Michelle Picon is upset because she and her friends went to last week's Duke-Miami game to cheer for the Blue Devils from inside the Miami student section. As you might imagine, this experience did not go well for Michelle and her friends. She claims that before they even entered the stadium, they were harassed by Miami school administrators:
Ladies and gentlemen, I f-ing kid you not, the Dean of Students and the Vice President of Student Affairs stood between us and the stadium, allowing dozens of people to pass us in line as they lectured us on our apparently deplorable and wildly unacceptable desire to show support for our home team. Four-plus years as Cameron Crazies, hard-earned Duke degrees and constitutionally protected freedom of speech notwithstanding, senior administrators of the undergraduate campus dared scold us for wearing Duke blue to a basketball game. The catty, disparaging and immature attitude they displayed during this exchange was astounding. The fact that not one, but two top university officials felt the need to bully six graduate students and attempt to punish us for a lack of "school spirit" suggests an unfathomable depth of insecurity.
Perhaps the administrators were behaving poorly, but can you blame them? Graduate students are the world's worst people, and ones who use the phrase "hard-earned Duke degrees" are even worse than that. (Also, don't know why you didn't learn this at Duke, but Miami is a private school that plays at a private arena. Miami's administrators are private citizens. Your freedom of speech is not constitutionally protected there.) Michelle then goes on to describe how the "fluffy pathetic" Miami mascot threw pizza at her. Oh, and she follows it up with this:
At least our Blue Devil has class.
Ugh. Playing the "stay classy" card as it relates to mascot behavior is the Dukiest and most asinine thing ever. That's like bragging that your dog is a better astrophysicist than your neighbor's cat.
Michelle and her friends did eventually make it into the arena, and were harassed by Miami fans in the student section throughout the game. Who could have possibly foreseen that development?! Here's Michelle:
Unfortunately, the immaturity and spite exhibited by the administration and the mascot was only amplified among the student body. About 1,300 students were in attendance, and I'm sure 1,200 of them had never watched a Miami basketball game in their entire undergraduate careers. Uninspired expletives, homophobic slurs and limp references to genitalia were the only "cheers" I heard from Miami students the entire game. They did not cease during the national anthem, nor during a moment of silence for a deceased member of their own coaching staff.
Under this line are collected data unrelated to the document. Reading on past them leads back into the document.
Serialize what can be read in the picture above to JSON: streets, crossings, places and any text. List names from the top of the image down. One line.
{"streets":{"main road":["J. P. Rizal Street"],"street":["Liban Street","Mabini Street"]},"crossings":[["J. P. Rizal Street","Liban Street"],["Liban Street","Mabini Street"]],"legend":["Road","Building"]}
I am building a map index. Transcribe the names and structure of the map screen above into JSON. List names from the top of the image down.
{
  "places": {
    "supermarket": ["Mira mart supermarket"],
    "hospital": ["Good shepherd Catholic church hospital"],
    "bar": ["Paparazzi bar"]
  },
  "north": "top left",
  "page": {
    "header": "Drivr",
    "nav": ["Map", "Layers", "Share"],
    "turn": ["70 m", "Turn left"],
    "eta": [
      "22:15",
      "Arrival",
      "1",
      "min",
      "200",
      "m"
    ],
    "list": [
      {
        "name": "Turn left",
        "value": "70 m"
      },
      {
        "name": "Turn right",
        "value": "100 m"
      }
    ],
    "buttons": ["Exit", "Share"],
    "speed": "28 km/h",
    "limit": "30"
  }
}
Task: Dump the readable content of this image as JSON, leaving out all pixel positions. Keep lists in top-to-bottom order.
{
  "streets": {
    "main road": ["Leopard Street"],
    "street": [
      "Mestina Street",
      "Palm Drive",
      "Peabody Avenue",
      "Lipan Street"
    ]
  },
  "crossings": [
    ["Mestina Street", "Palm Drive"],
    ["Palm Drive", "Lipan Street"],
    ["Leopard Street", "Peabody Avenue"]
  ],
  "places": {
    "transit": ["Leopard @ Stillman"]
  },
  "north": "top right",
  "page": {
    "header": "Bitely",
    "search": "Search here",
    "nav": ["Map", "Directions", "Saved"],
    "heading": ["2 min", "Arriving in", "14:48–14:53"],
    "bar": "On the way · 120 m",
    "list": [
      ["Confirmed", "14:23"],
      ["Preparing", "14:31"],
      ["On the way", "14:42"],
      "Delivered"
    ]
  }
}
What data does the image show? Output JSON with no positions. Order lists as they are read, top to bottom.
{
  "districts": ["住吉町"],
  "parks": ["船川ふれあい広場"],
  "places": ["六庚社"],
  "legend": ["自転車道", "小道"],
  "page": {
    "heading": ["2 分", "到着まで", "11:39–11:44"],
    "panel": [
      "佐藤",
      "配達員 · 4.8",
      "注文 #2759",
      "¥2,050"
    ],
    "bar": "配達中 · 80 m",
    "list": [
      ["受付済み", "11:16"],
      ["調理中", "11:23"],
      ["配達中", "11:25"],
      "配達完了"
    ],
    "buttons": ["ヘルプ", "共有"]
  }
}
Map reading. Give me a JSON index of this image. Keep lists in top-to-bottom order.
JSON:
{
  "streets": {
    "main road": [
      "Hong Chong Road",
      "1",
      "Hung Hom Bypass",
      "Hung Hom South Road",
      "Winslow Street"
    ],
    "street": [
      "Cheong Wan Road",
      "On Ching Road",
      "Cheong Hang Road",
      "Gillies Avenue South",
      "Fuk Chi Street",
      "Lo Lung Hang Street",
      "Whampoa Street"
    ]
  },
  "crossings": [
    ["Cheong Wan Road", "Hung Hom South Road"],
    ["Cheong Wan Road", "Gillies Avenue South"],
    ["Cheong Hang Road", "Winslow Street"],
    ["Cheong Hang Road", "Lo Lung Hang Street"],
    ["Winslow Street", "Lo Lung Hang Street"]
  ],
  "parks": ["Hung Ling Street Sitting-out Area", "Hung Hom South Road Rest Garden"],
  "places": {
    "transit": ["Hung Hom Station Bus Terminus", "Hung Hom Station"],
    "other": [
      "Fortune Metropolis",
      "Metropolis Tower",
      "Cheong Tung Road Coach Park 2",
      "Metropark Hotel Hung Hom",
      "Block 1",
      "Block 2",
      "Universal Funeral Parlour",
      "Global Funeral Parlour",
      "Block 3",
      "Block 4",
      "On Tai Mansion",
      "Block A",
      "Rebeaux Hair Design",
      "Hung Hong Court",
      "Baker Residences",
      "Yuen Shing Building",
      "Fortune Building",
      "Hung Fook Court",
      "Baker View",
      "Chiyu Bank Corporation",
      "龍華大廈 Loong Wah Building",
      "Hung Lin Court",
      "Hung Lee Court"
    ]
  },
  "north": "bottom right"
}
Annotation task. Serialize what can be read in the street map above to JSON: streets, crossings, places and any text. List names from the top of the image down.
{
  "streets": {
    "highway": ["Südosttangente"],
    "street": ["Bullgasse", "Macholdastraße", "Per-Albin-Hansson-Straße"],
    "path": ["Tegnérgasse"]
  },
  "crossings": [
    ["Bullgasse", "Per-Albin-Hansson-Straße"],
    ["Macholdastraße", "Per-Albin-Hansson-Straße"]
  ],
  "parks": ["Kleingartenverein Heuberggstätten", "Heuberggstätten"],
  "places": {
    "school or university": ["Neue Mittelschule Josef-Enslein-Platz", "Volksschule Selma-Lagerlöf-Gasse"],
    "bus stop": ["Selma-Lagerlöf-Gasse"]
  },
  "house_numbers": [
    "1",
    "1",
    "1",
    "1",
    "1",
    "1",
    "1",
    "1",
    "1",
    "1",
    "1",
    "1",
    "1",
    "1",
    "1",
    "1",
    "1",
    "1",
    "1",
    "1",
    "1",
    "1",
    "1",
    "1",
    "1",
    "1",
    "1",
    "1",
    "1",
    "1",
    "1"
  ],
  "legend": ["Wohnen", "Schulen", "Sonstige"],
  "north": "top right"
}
Pause for a second and imagine that scene in Cameron.
That's OK-we couldn't either.
But what followed was even harder to imagine: During the game, the majority of the students standing near us would physically turn their backs on their own team in order to comment on the size of our penises. Meanwhile, Miami played the game of their lives unobserved. I leave it up to you to infer what these students are really passionate about.
Hint: It's not basketball.
Christ. I want to punch those four paragraphs in the face. Leave it to a Dookie to somehow become the antagonist of a story that features a pizza-throwing mascot, bullying administrators, and a student section full of drunk Miami bros.